3 In deze zin luidt ook de parlementaire geschiedenis; zie met name de nadere MvA, Kamerstukken II 1979/80, 11 270, nr. 12, blz. 13; zie ook R.H. Zuijderhoudt, Stoornis en de Bopz, 2004, blz. 44-46.
4 Vgl. HR 15 april 1988, NJ 1988, 751: niet is vereist dat het onheil zich met zekerheid of met zeer grote waarschijnlijkheid valt te verwachten; voldoende is de reële mogelijkheid dat het gevreesde onheil zich voordoet. In de vakliteratuur is dat wel geparafraseerd als: een aanmerkelijke kans; zie: De Wet Bopz, artikelsgewijs commentaar, losbl., aant. 3.2 op art. 2 (W. Dijkers).
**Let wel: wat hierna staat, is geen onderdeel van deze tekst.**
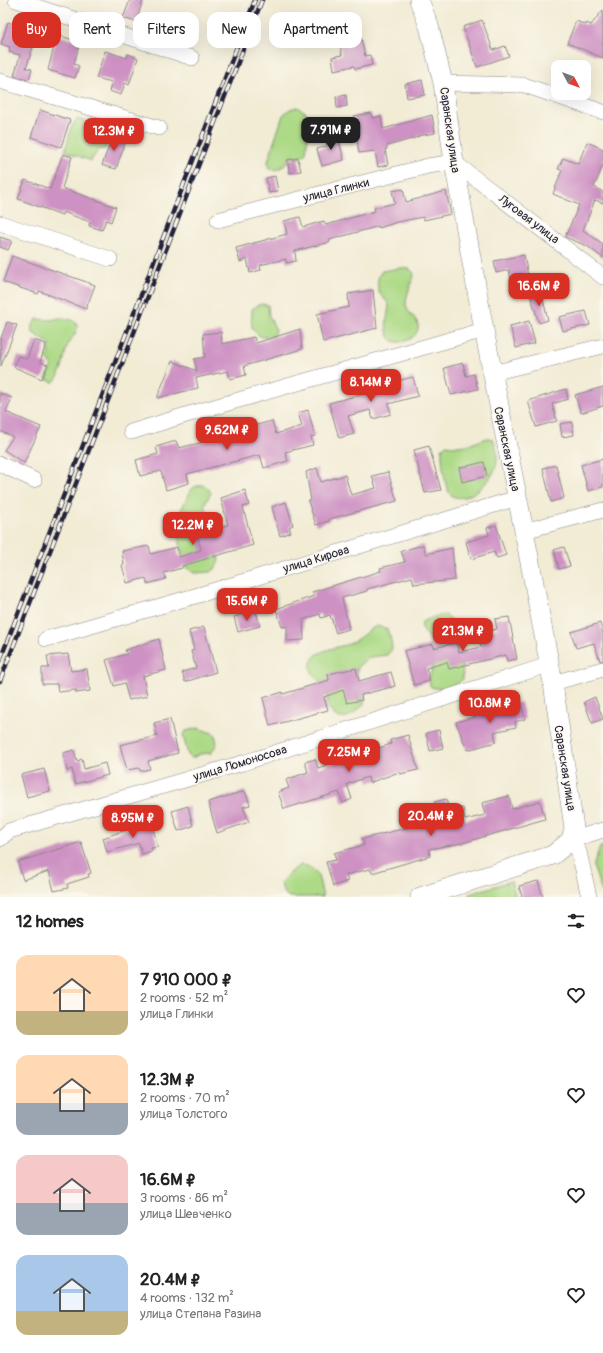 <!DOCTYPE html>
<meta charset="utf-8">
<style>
body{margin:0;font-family:Pangolin,sans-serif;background:#f6f6f6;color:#222;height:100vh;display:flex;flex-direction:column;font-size:15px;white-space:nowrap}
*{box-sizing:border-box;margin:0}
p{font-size:13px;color:#767676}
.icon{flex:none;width:22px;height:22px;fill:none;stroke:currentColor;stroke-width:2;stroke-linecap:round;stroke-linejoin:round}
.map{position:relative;height:897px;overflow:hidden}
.sheet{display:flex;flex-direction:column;background:#fff;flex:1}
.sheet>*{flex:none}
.banner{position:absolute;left:12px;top:12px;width:400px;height:36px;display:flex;gap:8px}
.needle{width:26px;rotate:131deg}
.tools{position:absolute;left:551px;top:60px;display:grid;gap:8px}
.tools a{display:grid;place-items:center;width:40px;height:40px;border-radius:8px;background:#fff;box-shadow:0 4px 16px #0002;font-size:20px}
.price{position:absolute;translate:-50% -34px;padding:0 9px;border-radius:8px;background:#d93025;color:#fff;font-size:13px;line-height:26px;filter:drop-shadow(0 1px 2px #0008)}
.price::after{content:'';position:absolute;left:50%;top:24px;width:12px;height:9px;margin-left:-6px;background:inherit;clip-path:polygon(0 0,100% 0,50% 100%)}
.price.selected{background:#222;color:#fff}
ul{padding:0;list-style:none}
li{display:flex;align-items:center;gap:12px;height:100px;padding:0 16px}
li span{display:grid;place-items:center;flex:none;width:112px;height:80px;border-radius:12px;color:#555}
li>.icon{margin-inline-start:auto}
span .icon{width:48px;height:48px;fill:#fffc;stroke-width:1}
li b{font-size:17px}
h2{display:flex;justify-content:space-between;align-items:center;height:48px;padding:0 16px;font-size:17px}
.chip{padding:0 14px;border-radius:12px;background:#fff;box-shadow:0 4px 16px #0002;font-size:14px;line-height:36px}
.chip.selected{background:#d93025;color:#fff}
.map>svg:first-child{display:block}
.green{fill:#adda87;stroke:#687e61}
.building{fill:#cd91c3}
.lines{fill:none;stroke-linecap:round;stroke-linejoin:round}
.minor-casing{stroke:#8a8788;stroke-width:16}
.tertiary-casing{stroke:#8a8788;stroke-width:20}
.minor{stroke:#fff;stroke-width:15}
.tertiary{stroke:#fff;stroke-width:19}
.rail-casing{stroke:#22223b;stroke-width:4.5}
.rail{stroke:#fbf7ec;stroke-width:3;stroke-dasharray:9;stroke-linecap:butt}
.labels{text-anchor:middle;stroke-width:3;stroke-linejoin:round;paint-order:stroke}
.street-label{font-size:12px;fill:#22223b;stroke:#fbf7ec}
</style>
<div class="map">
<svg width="603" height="897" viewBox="0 0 603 897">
<rect width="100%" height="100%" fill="#fbf7ec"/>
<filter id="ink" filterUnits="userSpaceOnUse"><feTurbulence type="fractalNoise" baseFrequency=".025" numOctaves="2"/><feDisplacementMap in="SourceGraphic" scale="8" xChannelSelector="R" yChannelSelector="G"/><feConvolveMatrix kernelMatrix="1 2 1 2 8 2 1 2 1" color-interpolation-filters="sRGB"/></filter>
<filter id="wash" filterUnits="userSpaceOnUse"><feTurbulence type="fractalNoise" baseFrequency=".012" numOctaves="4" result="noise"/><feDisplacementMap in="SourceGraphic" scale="16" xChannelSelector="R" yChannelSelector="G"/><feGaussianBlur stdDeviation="0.9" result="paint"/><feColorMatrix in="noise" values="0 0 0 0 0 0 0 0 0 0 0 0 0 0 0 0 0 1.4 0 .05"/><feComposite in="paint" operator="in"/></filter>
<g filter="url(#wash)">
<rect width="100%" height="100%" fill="#f2ecd5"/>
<g class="green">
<path d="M297,107L307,113L309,126L306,153L300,158L292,157C285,163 279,174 269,168L268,161L283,115L290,109Z"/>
<polygon points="77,119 107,126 111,129 105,149 98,150 91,161 65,151 72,126"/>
<path d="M401,268L410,269L414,274C412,284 406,294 406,304C406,313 416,316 418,325C420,337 403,345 393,341C382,332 388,317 389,305C387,300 383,298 380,294C376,288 377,276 382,271Z"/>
<path d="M260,304L268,305L269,316L276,330L274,336L262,337C248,330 252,322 252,309Z"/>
<path d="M60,318C65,318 75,319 77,325C79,332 71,338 68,344C63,357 64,371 54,382H52L46,379L52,365L47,359L50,344L33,333L32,326L37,319L51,320Z"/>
<path d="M487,438L493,439C497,447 499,460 495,469C491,482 464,507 450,494C445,490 441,456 442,449L446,445C462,448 472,444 487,438Z"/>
<polygon points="202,485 208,488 211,493 204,505 211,518 219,561 215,569 211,572 194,573 184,566 176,520 191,490 194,487"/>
<path d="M446,615L453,621L467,626L469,634L461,648L463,679C456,686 439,692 430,686C427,676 437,663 434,649C432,639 419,631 422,622L433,617Z"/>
<path d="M377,626L387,629L391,640L392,649L387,655L370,657L360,664C351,678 367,690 364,704C357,711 348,721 337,717C325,710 330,699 324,688C321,681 312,677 311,668C308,649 341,648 351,643C361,638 367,630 377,626Z"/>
<polygon points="198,728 215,734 217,744 211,753 200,754 192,758 188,755 183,735 186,731"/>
<polygon points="603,846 603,895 593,866 600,847"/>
<path d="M301,865C320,866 319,882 323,897H289L283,892L281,882L290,872Z"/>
<polygon points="511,881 516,897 470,897 469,894"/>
</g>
<g id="blocks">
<g class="building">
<polygon points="130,0 143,0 136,22 123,18"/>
<polygon points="603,10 603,58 567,43 576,21 586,25 587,23 591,25"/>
<polygon points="482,20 493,50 505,46 509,56 477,67 463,27"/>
<polygon points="8,22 38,32 26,68 32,69 29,79 14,76 20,55 9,52 10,47 1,44"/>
<polygon points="360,34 365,56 370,55 372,65 355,69 354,66 334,70 332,57 342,55 339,39"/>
<polygon points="57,35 80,42 74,64 79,66 75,78 48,70"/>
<polygon points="105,51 127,58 128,54 138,58 129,85 125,83 121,95 109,91 112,82 96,78"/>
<polygon points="422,80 425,95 407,98 405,84"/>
<polygon points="346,95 347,106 337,108 336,97"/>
<polygon points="40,110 70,120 61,147 31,137"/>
<polygon points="371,113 372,118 381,116 383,129 432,115 435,133 418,136 418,137 387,146 387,149 385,149 388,165 378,167 375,151 359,153 356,133 357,133 354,116"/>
<polygon points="337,133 344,160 322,166 317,149 327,146 325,136"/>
<polygon points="113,135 126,140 116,169 102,165"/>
<polygon points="587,142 603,149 603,165 594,187 603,192 603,203 595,200 583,230 603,244 603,258 587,246 565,237 579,205 553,194 562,170 558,169 563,158 578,164"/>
<polygon points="63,154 72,157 62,188 116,207 111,222 106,220 102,230 89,226 90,222 63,212 62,215 18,199 25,180 50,189"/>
<polygon points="298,158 301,171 290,173 287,160"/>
<polygon points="275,176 278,191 269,193 266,178"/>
<polygon points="403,189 406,202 446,191 451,214 424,220 423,217 397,222 379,228 379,226 329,240 330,242 295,251 296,261 286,263 286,259 260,265 261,270 250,273 247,259 240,262 236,248 287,234 284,221 300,217 303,227 324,221 326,225 375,211 374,208 395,203 392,191"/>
<polygon points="0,237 12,241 8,250 0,247"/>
<polygon points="524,255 528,276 511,280 509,270 496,273 494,261"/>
<polygon points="12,256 95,285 86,309 39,291 38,294 3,282"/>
<polygon points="373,290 377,328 323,342 317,314 349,307 348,294"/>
<polygon points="541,291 548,320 539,323 530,294"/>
<polygon points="586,311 590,325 563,331 559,317"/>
<polygon points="529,321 535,343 516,348 510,326"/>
<polygon points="7,322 17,325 1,366 0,341"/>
<polygon points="300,329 302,349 244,366 246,375 230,379 228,371 196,378 198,388 157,398 172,361 197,371 194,359 205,357 203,334 221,332 222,344 254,337 256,343"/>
<polygon points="34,340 46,344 40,362 48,365 42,379 14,367 18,356 27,359"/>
<polygon points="463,363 466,376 474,374 478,389 451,395 444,368"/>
<polygon points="413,377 418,396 388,404 391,414 373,419 370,410 348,416 354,434 339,438 329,403 363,394 362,390"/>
<polygon points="603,387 603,406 581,413 575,395"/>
<polygon points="566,389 568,399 552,404 557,421 536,427 528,401"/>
<polygon points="0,393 12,398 6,412 41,427 24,463 4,450 13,437 0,431"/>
<polygon points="308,410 315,436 311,437 313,445 285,452 288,461 264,468 260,455 209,468 187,474 189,483 166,490 161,471 140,476 136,460 158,454 156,447 176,441 179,448 219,438 219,435 272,421 276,434 302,426 298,413"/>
<polygon points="572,422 574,435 562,437 560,424"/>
<polygon points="429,446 441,490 425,493 414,450"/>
<polygon points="603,459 603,487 588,491 581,465"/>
<polygon points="484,462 487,476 462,482 459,468"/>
<polygon points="556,465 564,498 551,502 543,468"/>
<polygon points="317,468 321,482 345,475 351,495 376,488 372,476 388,472 397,501 329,519 329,521 316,525 308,501 311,500 306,472"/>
<polygon points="245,490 249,505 243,507 253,545 182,566 182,568 164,573 166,579 147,584 146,578 127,583 122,565 124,565 122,551 149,546 151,554 177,547 179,557 201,550 197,534 228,525 221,498"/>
<polygon points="286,502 293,525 289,527 291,532 280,536 272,507"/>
<polygon points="496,525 506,555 497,558 494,552 471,559 466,542 489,535 487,528"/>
<polygon points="423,545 426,554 452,548 455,580 414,584 412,577 367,589 367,591 342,598 349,629 336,633 330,615 321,618 320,614 303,620 304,640 287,641 287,626 282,627 276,609 314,596 312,592 381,571 380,568 405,562 401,551"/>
<polygon points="564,547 570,566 559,569 554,550"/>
<polygon points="256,611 260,626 238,632 234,617"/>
<polygon points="509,617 517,659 507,661 506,655 449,669 447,662 426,668 430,681 414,685 404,651 433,644 434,648 456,643 459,652 481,647 478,633 497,629 495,619"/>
<polygon points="600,623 603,634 603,660 600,661 594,643 576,648 571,632"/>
<polygon points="204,627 216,672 185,682 182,672 196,668 191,651 194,650 189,631"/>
<polygon points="159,639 166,670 143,676 147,696 129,700 124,683 114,686 106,660 127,654 125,650"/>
<polygon points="68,654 71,671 87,669 90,691 76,693 76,690 58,692 57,684 42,684 42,668 49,668 47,656"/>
<polygon points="356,668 359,681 391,672 395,686 361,695 362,700 347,703 343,690 324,697 328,710 270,726 263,698 283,692 283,694 329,680 328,674"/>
<polygon points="498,697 500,707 521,702 525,719 515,722 516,727 494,732 496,742 467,750 456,722 492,712 488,700"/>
<polygon points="595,697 603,719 592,723 584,702"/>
<polygon points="170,719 178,753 148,761 150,769 140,771 139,768 127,770 120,745 157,736 154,723"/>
<polygon points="439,730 443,748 430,751 426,733"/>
<polygon points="408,735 418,770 400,774 399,772 369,783 368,777 347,784 352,799 343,803 339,792 284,809 278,792 289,788 286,780 308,772 305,762 315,759 318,768 391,744 390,740"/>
<polygon points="74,750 77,761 82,759 84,769 105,763 108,775 75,784 72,769 67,771 63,753"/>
<polygon points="44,769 50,791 27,797 21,775"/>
<polygon points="245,791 250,805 243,807 249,822 217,833 208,802"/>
<polygon points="509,796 512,809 540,801 545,819 462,843 429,849 430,856 372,873 370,869 346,875 348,881 333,886 326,862 336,860 334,853 364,845 362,839 438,820 434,802 446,799 449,810 463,808 465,820 485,815 482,803"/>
<polygon points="188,806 193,826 178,831 172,811"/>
<polygon points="151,821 158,847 151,848 152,851 142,854 139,843 107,852 103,838"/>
<polygon points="81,842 91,873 88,874 89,877 67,884 68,888 54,891 49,871 23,880 18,862"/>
<polygon points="538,881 543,897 522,897 519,886"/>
</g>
</g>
</g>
<g filter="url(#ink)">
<use href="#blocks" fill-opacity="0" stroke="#8a8788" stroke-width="1"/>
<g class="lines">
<defs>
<g id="minor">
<polyline points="16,0 192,58"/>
<polyline points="0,81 159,128"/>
<polyline points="443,83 524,85 603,112"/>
<polyline points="218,220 428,166 454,162 603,277"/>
<polyline points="0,223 110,259"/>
<polyline points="492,373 603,346"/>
<polyline points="131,432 186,415 484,330"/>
<polyline points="0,464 34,480"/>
<polyline points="524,531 603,510"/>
<polyline points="46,639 202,594 517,498"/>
<polyline points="553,683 603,669"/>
<polyline points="0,839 9,831 246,762 548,665"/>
<polyline points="589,897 579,852 571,840 603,830"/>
</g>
<polyline id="tertiary" points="419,0 429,26 443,83 454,162 484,330 524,531 553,683 574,828 571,840 553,855 420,897"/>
</defs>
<use href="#minor" class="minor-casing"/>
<use href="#tertiary" class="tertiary-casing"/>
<use href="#minor" class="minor"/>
<use href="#tertiary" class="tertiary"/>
<defs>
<g id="rail">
<polyline points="0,660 255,0"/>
<polyline points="0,681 262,0"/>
</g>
</defs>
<use href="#rail" class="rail-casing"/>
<use href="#rail" class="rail"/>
</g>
</g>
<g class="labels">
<g class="street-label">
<text transform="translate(450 130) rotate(82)" y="4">Саранская улица</text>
<text transform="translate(336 190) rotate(-14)" y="4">улица Глинки</text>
<text transform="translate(529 219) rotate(37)" y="4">Луговая улица</text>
<text transform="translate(507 449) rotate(78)" y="4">Саранская улица</text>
<text transform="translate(316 559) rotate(-17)" y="4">улица Кирова</text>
<text transform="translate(240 763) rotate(-17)" y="4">улица Ломоносова</text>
<text transform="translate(565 768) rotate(81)" y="4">Саранская улица</text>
</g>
</g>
</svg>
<div class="tools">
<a><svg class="needle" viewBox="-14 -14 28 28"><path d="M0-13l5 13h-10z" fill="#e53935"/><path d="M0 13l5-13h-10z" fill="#767676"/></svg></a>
</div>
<b class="price selected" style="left:331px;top:151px">7.91M ₽</b>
<b class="price" style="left:114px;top:152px">12.3M ₽</b>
<b class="price" style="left:539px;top:307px">16.6M ₽</b>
<b class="price" style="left:371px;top:403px">8.14M ₽</b>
<b class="price" style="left:227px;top:451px">9.62M ₽</b>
<b class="price" style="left:193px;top:546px">12.2M ₽</b>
<b class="price" style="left:247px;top:622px">15.6M ₽</b>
<b class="price" style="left:463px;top:652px">21.3M ₽</b>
<b class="price" style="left:490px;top:724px">10.8M ₽</b>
<b class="price" style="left:349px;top:773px">7.25M ₽</b>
<b class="price" style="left:431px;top:837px">20.4M ₽</b>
<b class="price" style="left:133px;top:839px">8.95M ₽</b>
<div class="banner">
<a class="chip selected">Buy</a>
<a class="chip">Rent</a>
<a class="chip">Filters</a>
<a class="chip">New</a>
<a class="chip">Apartment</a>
</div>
</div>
<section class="sheet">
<h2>12 homes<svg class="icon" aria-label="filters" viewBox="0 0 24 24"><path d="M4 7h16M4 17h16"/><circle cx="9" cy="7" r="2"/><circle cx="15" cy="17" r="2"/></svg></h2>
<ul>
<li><span style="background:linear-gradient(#ffd9b3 70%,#c2b280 0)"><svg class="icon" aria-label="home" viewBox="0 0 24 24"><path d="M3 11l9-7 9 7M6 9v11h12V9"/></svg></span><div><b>7 910 000 ₽</b><p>2 rooms · 52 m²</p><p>улица Глинки</p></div><svg class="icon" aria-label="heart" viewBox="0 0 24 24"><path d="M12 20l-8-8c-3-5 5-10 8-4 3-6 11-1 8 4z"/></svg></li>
<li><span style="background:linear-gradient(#ffd9b3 60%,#9aa5b1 0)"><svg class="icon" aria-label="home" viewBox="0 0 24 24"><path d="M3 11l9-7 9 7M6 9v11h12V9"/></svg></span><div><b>12.3M ₽</b><p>2 rooms · 70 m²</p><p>улица Толстого</p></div><svg class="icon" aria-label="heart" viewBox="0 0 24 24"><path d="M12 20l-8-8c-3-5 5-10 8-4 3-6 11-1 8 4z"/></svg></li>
<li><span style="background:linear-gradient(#f6c9c9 60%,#9aa5b1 0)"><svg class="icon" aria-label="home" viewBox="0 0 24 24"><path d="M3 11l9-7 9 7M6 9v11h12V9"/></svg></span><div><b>16.6M ₽</b><p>3 rooms · 86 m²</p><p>улица Шевченко</p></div><svg class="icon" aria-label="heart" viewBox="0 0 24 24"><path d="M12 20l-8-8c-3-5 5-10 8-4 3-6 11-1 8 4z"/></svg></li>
<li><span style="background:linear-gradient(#a9c7e8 70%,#c2b280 0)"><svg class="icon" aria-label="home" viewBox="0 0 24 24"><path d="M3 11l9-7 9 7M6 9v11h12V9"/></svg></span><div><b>20.4M ₽</b><p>4 rooms · 132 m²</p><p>улица Степана Разина</p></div><svg class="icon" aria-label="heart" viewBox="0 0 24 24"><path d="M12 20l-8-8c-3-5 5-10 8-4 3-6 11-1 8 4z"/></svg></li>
</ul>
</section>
5 Zie over dit begrip laatstelijk de conclusie voor HR 16 mei 2008, BJ 2008, 27.
6 Uit de bestreden beschikking maak ik niet op - en het middelonderdeel gaat ook niet ervan uit - dat de rechtbank de genoemde gevaren ieder voor zich onvoldoende achtte voor toewijzing van het verzoek, maar in combinatie met elkaar wel voldoende heeft geacht.